ProQuest TDM Studio

What is Proquest TDM Studio?
What is Text Analysis?
What Tools and Resources are Available for me to Access?
     TDM Studio Visualization
           Logging in
           Creating a Project and Running Algorithms
     TDM Studio Workbench
           Creating a Dataset
           Working with your Data in Workbench
           Collaborating in Workbench
           Exporting Results
FAQs
Additional Resources 

What is ProQuest TDM Studio?

ProQuest TDM Studio is a web platform for running text analyses on thousands of ProQuest datasets, including, but not limited to, databases such as ProQuest Dissertations & Theses and the New York Times. TDM Studio has two components: 

  • Visualizations, which is an entirely browser-based, point-and-click interface with data visualizations
     
  • Workbench, for researchers and their teams coding with R or Python in Jupyter notebooks.

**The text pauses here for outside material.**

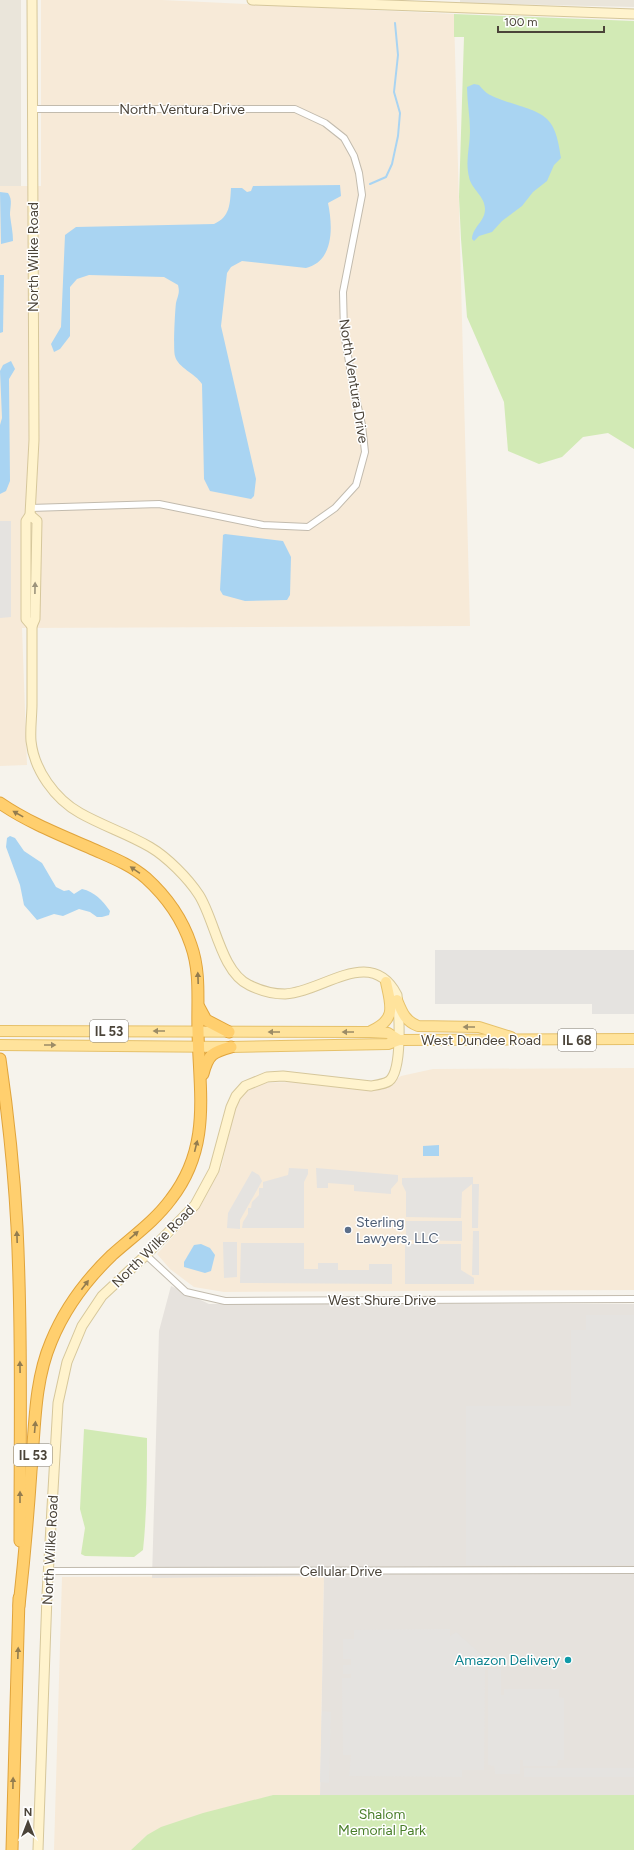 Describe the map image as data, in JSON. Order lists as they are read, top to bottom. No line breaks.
{"streets":{"highway":["IL 53"],"main road":["West Dundee Road","IL 68"],"street":["North Ventura Drive","North Wilke Road","West Shure Drive","Cellular Drive"]},"crossings":[["North Ventura Drive","North Wilke Road"],["North Wilke Road","West Dundee Road"],["North Wilke Road","West Shure Drive"],["North Wilke Road","Cellular Drive"],["IL 53","West Dundee Road"],["IL 53","IL 68"],["West Dundee Road","IL 68"]],"parks":["Shalom Memorial Park"],"places":["Sterling Lawyers, LLC","Amazon Delivery"],"scale_bar":"100 m","north":"top"}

If you wish to have access to both components, you must request them separately.

What is Text Analysis?

Text Analysis, using the tools available through the HTRC, allows researchers to quickly analyze a large number of documents (more than a human could read, and faster). Some questions that can be answered using text analysis would be:

  • What are these texts about?
  • How are these texts connected?
  • What emotions (or affects) are found within these texts?
  • What names are used in these texts?
  • Which of these texts are most similar?

These questions can be addressed using techniques such as finding word frequencies, performing topic modelling, or performing named entity recognition

What Tools and Resources are Available for me to Access?

ProQuest TDM Studio provides several ways of accessing and analyzing texts. While some require knowledge of the Python or R programming languages, others are point and click. Please note that the options below include different subsets of the corpus, as well as different levels of access (metadata vs. full type) and data types.

TDM Studio Visualizations

Logging in

Create an account for the Visualizations component. Note: in order to gain access to licensed UofT collections you must use your UTORONTO email address in the form (@mail.utoronto.ca, @utoronto.ca, @rotman.utoronto.ca, etc.)

Creating a Project and Running Algorithms

Once logged in, you can build collections of texts called "projects" that can then be analyzed in your browser using TDM Studio visualizations. Visualizations allows you to manage as many as five simultaneous research projects of 10,000 documents each.

Before searching Proquest's databases, you'll need to select which pre-built algorithms you'd like to apply to your search results. Visualizations currently supports Topic Modelling, Geographic Analysis, and Sentiment Analysis, although there are plans to add additional algorithms based on demand. Note that it is currently not possible to customize these algorithms.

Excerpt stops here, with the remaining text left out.